Check out the new USENIX Web site. next up previous
Next: Related Work Up: Integrating Content-Based Access Mechanisms Previous: Multiple Semantic Mount Points

   
Implementation and Performance

We implemented HAC on top of a UNIX file system (SunOS) using Glimpse as the default CBA mechanism [mw:94]. Our prototype contains about 25,000 lines of C code. It was implemented as a dynamically linked library (DLL) which can be accessed by all user-level applications. No kernel modifications were used. This made the design easier to experiment with, easier to port, and easier to convince people to use it. The obvious disadvantage is a penalty in performance compared to a native UNIX file system, but as we will show, it is a small penalty. We start with a brief overview of the implementation.

HAC allows users to define their own personal name spaces (i.e., a personal file system). HAC uses this name space to resolve the users' path names and evaluate their queries. This name space exists within a directory in the UNIX file system. HAC intercepts all file system calls that access this directory or its contents, and provides a transparent interface to all applications. Well-known file system commands, such as cd, ls, mkdir, mv, rm, etc., can be used to access and manipulate objects in the file system in the usual way. HAC also provides additional commands that manipulate queries and semantic directories. These are for the most part intuitive extensions of regular file system commands. For example, smkdir creates a semantic directory, smv modifies the query of a directory and sreadln retrieves it, scat accepts a symbolic link in a semantic directory and returns the information in the corresponding file that matches the query of the directory, smount defines new syntactic and semantic mount points, and ssync re-evaluates the queries of all the directories that directly or indirectly depend on a given directory.

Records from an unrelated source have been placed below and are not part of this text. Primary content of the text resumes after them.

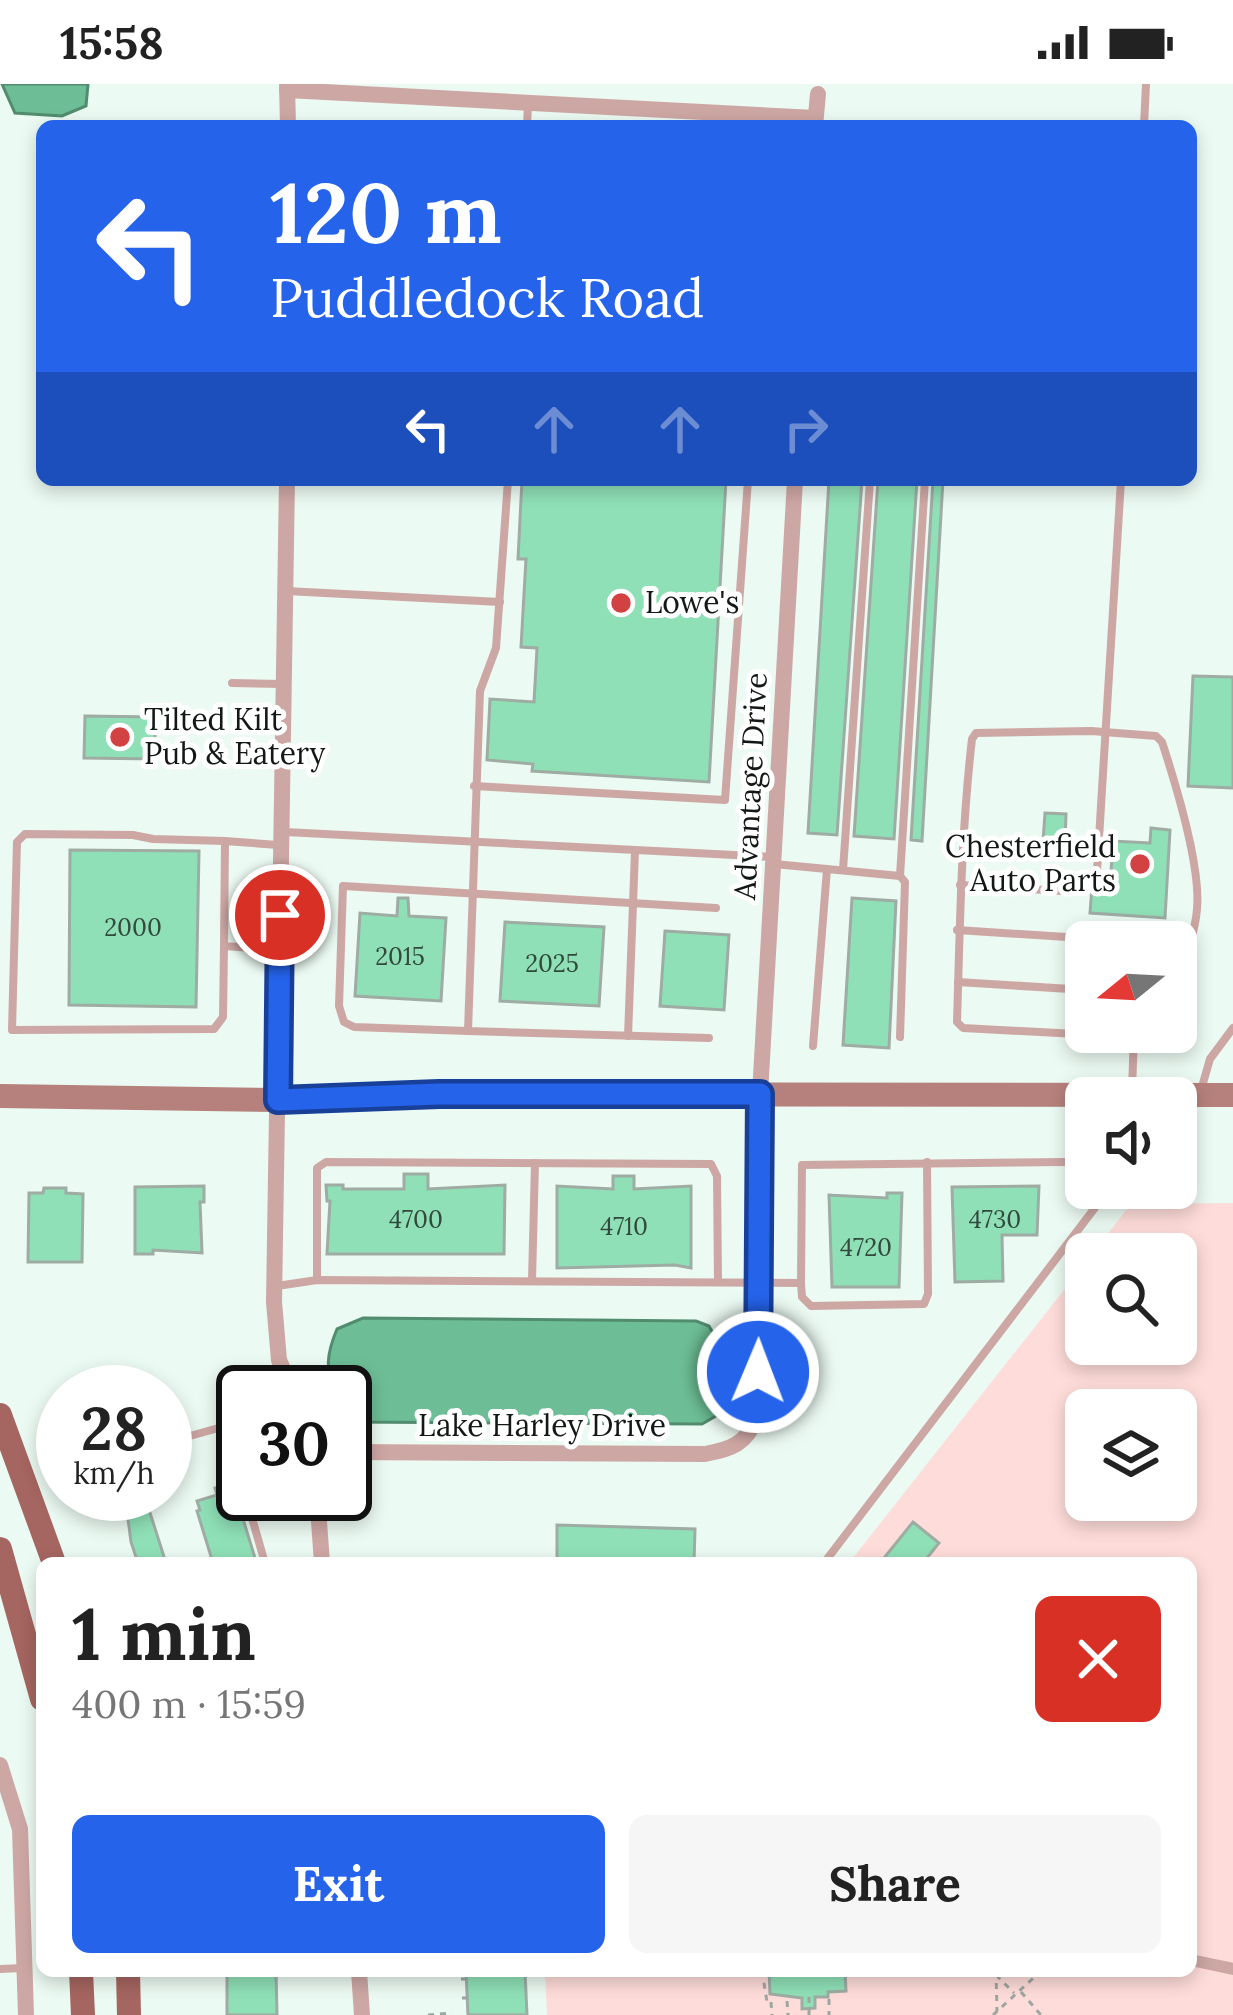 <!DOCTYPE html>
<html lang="en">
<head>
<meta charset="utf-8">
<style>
  body { margin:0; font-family:Lora,serif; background:#f6f6f6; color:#222; height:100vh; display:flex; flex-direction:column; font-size:45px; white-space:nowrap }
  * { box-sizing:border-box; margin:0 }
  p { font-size:39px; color:#767676 }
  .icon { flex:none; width:66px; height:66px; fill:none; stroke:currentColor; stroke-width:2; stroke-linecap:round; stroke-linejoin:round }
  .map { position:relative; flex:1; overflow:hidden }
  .sheet { position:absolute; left:36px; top:1473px; width:1161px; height:420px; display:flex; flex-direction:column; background:#fff; border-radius:18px; box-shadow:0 6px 18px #0003 }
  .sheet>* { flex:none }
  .banner { position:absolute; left:36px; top:36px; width:1161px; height:366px; border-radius:18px; box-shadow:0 6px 18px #0003; background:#2563eb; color:#fff; overflow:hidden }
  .needle { width:78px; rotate:252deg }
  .buttons { position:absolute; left:1065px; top:837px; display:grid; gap:24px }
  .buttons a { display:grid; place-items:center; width:132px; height:132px; border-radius:18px; background:#fff; box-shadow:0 6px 18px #0003; font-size:60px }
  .speed { position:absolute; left:36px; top:1281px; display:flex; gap:24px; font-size:60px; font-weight:700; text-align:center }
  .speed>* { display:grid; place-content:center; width:156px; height:156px; border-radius:50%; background:#fff; box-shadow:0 6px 18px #0003; line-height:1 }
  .speed small { font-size:30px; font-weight:400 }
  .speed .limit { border:6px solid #111; border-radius:18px; background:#fff; color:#111 }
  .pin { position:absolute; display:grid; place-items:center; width:102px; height:102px; color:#fff; margin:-51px; border:6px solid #fff; border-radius:50%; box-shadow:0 3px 12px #0007 }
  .me { position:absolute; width:132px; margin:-66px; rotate:1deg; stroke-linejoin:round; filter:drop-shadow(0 0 9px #0008) }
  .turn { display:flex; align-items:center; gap:42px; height:252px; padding:0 36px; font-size:54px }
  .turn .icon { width:156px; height:156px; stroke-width:2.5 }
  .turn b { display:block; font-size:84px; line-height:102px }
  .lanes { display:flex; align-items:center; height:114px; padding:0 36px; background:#0003; justify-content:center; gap:60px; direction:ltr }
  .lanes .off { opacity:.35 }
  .round { display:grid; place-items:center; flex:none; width:126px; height:126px; border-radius:18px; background:#f6f6f6 }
  .head { display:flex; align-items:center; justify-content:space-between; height:204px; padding:0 36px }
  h1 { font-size:72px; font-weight:700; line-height:90px }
  .button { display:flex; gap:24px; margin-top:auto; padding:24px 36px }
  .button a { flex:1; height:138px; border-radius:18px; background:#2563eb; color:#fff; font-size:48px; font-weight:700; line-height:138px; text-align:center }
  .button a+a { background:#f6f6f6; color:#222 }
  .status { display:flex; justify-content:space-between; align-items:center; height:84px; padding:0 60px; background:#fff; direction:ltr }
  .status svg { height:33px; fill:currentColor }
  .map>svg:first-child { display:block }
</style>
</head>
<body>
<div class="status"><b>15:58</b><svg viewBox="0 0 49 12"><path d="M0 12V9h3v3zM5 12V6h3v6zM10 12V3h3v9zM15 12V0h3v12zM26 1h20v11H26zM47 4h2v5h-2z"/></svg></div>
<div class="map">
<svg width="1233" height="1931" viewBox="0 0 1233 1931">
  <rect width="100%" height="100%" fill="#ebfaf2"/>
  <path fill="#fedcd9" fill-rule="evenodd" d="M1233,1119V1931H547L545,1887H1191V1479H849L1086,1178V1260H1176V1170H1092L1131,1120ZM1086,1326H1176V1416H1086Z"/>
  <g fill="#6dbe96" stroke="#528c6f" stroke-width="3">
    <path d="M2,0H88L86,22L62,32L15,29Z"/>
    <path d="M363,1234L696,1237L709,1242C726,1270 729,1298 721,1329L702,1340L347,1338L345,1308H337C324,1287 327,1269 337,1245Z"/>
  </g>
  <g fill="#8fe0b7" stroke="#9eaca4" stroke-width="3">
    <path d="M522,396H726L709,698L532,687L533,680L487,676L490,615L534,618L537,564L521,563L526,475H518Z"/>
    <path d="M829,396H862L837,751L808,749Z"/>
    <path d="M878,396H917L894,755L854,752Z"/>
    <path d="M933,396H943L922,757L911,756Z"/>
    <path d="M1193,592L1233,593V704L1188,702Z"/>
    <path d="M85,632L155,633V675L84,674Z"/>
    <path d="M1045,729L1066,730L1065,759L1043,758Z"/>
    <path d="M1151,744L1170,746L1165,834L1090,829L1092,802L1110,803L1113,757L1150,759Z"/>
    <path d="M70,766L199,767L196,923L69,921Z"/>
    <path d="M398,814H408L409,832L446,834L441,917L355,912L360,829L397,832Z"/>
    <path d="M852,814L896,817L889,964L843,961Z"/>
    <path d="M505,838L604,843L599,922L500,917Z"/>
    <path d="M665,847L729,851L724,926L660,922Z"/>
    <path d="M404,1090H428V1105L505,1101L504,1170H327L330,1117H327L326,1101H343V1105H404Z"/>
    <path d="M613,1092H634V1105L691,1102V1184L675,1181L557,1184V1102L613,1105Z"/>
    <path d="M204,1102V1118H200L202,1169L153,1166V1170H135V1103Z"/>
    <path d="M1039,1102L1037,1151H1002L1003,1197L955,1198L952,1103Z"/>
    <path d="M44,1104H66V1109L83,1110L82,1178H28L29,1109H43Z"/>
    <path d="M887,1109H902L899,1203H832L829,1111L887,1114Z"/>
    <path d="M232,1399L255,1474L238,1479H213L197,1427L200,1426L197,1417L217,1411L215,1404Z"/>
    <path d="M144,1410L166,1479H138L131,1458L125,1412Z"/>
    <path d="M913,1438L939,1459L923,1479H880Z"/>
    <path d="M557,1441L695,1445L694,1479H557Z"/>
    <path d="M227,1887H276L277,1931H227Z"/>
    <path d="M466,1887H525L527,1931H468Z"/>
    <path d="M769,1887H845L846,1907L828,1908V1913H815V1924L802,1925V1914L770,1910Z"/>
  </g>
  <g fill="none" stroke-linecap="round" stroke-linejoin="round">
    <g stroke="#9ca7a1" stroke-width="3" stroke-dasharray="6 6" stroke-linecap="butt">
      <path d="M762,1887L767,1918"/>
      <path d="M996,1887L997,1927"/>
      <path d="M996,1891L1014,1909"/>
      <path d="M461,1895H466"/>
      <path d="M1021,1908L1041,1931"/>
      <path d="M809,1913V1931"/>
      <path d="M462,1914H467"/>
      <path d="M829,1915V1931"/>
      <path d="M787,1917L788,1931"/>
      <path d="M771,1918L772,1931"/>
      <path d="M428,1931L452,1929"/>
      <path d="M993,1931L1041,1887"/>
    </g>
    <g stroke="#cda7a4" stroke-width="8">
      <path d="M527,42L528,20"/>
      <path d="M1144,42L1146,0"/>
      <path d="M508,396L496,564L480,607L468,947L709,954"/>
      <path d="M286,507L500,518"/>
      <path d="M232,599L284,600"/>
      <path d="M474,702L725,716L748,396"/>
      <path d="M285,748L773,773"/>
      <path d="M278,761L225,757L224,862L279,866"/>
      <path d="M774,780L827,785L813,962"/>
      <path d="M827,785L900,792L905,798L900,953"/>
      <path d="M843,786L870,396"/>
      <path d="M1097,787L1121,396"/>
      <path d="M900,792L925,396"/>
      <path d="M960,801L1062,807"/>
      <path d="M957,846L1145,858"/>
      <path d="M1176,860L1190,861"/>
      <path d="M224,862L223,933L214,945L12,946L17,758L25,750L133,751L153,755L225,757"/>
      <path d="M958,898L1086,906"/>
      <path d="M468,947L354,943L344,938L339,922L343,802L716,824"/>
      <path d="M628,952L635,767"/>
      <path d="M1133,953L963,944L957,938C960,843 961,750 972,655L976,649L1091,647L1156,652L1162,658C1176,701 1201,781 1197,825C1195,850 1185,874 1176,898"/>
      <path d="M1201,1006L1210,975L1233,944"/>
      <path d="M1132,1007L1134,950"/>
      <path d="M317,1196V1084L326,1078L711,1080L717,1092L718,1198"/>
      <path d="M532,1197L535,1079"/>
      <path d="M801,1199L802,1081L1066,1078"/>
      <path d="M277,1202L317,1196L801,1199L802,1213L811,1222L924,1220L928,1210L927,1078"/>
      <path d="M165,1359L222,1343L243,1405"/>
      <path d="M245,1410L265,1479"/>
      <path d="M824,1479L1110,1104"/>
      <path d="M0,1885L24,1884"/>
    </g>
    <path stroke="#cda7a4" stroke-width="12" d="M1191,1876L1233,1885"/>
    <g stroke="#cda7a4" stroke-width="16">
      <path d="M287,0L288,42"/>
      <path d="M287,6L815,34"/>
      <path d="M815,42L818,10"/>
      <path d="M287,396L274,1218L279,1276L293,1308"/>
      <path d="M345,1368L705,1370C732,1365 746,1360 757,1333L760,1010L795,396"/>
      <path d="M317,1410L322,1479"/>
      <path d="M0,1681L20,1745L26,1931"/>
      <path d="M359,1887L362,1931"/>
    </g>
    <path stroke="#b6817c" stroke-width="24" d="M0,1012L278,1016L439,1010L1233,1011"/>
    <g stroke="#a56560" stroke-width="24">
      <path d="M0,1331L54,1479"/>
      <path d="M0,1465L42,1615"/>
      <path d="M81,1887L83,1931"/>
      <path d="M128,1887L129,1931"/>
    </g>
  </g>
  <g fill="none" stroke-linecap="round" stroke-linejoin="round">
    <defs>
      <path id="route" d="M280,831L278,1016L439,1010H760L758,1288"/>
    </defs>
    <use href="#route" stroke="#184099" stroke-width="30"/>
    <use href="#route" stroke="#2563eb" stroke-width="21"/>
  </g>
  <g fill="#d24243" stroke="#fff" stroke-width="4.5">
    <circle cx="621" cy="519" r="12"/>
    <circle cx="120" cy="653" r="12"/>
    <circle cx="1140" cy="780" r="12"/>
  </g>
  <g text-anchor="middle" stroke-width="10" stroke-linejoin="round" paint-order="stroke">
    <g font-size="24" fill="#324a3e">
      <text x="133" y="852">2000</text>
      <text x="400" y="881">2015</text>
      <text x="552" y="888">2025</text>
      <text x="416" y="1144">4700</text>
      <text x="995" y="1144">4730</text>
      <text x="624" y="1151">4710</text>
      <text x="866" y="1172">4720</text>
    </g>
    <g font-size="30" fill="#131815" stroke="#fff" text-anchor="start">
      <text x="645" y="529">Lowe's</text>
      <text x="144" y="646">Tilted Kilt<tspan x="144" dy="34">Pub &amp; Eatery</tspan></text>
      <text x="1116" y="773" text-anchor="end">Chesterfield<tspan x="1116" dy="34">Auto Parts</tspan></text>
    </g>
    <g font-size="30" fill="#131815" stroke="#fff">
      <text transform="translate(751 702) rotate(-87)" y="10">Advantage Drive</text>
      <text x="542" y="1352">Lake Harley Drive</text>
    </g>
  </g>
</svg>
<div class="buttons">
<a><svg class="needle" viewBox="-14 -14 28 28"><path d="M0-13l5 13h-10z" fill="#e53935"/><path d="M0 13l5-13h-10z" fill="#767676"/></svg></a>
<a><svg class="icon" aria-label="sound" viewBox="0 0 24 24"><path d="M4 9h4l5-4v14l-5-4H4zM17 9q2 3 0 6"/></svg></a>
<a><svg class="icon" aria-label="search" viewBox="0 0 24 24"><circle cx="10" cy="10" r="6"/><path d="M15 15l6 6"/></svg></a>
<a><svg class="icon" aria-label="layers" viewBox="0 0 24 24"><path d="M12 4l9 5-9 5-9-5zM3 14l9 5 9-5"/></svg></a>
</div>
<div class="speed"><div>28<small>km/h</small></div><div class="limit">30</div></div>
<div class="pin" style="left:280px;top:831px;background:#d93025"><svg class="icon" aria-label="arrive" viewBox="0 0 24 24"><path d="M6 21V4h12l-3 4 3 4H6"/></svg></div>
<svg class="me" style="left:758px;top:1288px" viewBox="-20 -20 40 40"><circle r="17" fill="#2563eb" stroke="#fff" stroke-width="3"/><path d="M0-11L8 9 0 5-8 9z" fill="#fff"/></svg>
<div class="banner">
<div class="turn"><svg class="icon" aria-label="left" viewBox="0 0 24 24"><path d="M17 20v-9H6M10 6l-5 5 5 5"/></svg><div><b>120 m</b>Puddledock Road</div></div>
<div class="lanes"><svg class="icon" aria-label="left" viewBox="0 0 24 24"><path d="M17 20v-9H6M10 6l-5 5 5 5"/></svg><svg class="icon off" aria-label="ahead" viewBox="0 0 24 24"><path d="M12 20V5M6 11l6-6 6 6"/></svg><svg class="icon off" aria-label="ahead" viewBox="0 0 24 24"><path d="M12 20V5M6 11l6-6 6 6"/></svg><svg class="icon off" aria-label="right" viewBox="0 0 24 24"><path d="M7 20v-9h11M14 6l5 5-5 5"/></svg></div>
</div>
<section class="sheet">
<div class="head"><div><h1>1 min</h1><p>400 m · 15:59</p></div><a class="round" style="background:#d93025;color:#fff"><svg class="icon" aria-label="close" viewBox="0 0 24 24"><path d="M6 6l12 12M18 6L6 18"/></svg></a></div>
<div class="button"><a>Exit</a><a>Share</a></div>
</section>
</div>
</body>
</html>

HAC interacts with UNIX using a well defined API which assumes very little about the native file system -- HAC can be used even on ``flat'' file systems and file systems that do not support symbolic links. HAC interacts with Glimpse using another simple, well defined API. We believe that this API is general enough to integrate any CBA mechanism into HAC. Since HAC is a user-level file system, it does not contain any security and access-control features of its own: it borrows them from the underlying operating system.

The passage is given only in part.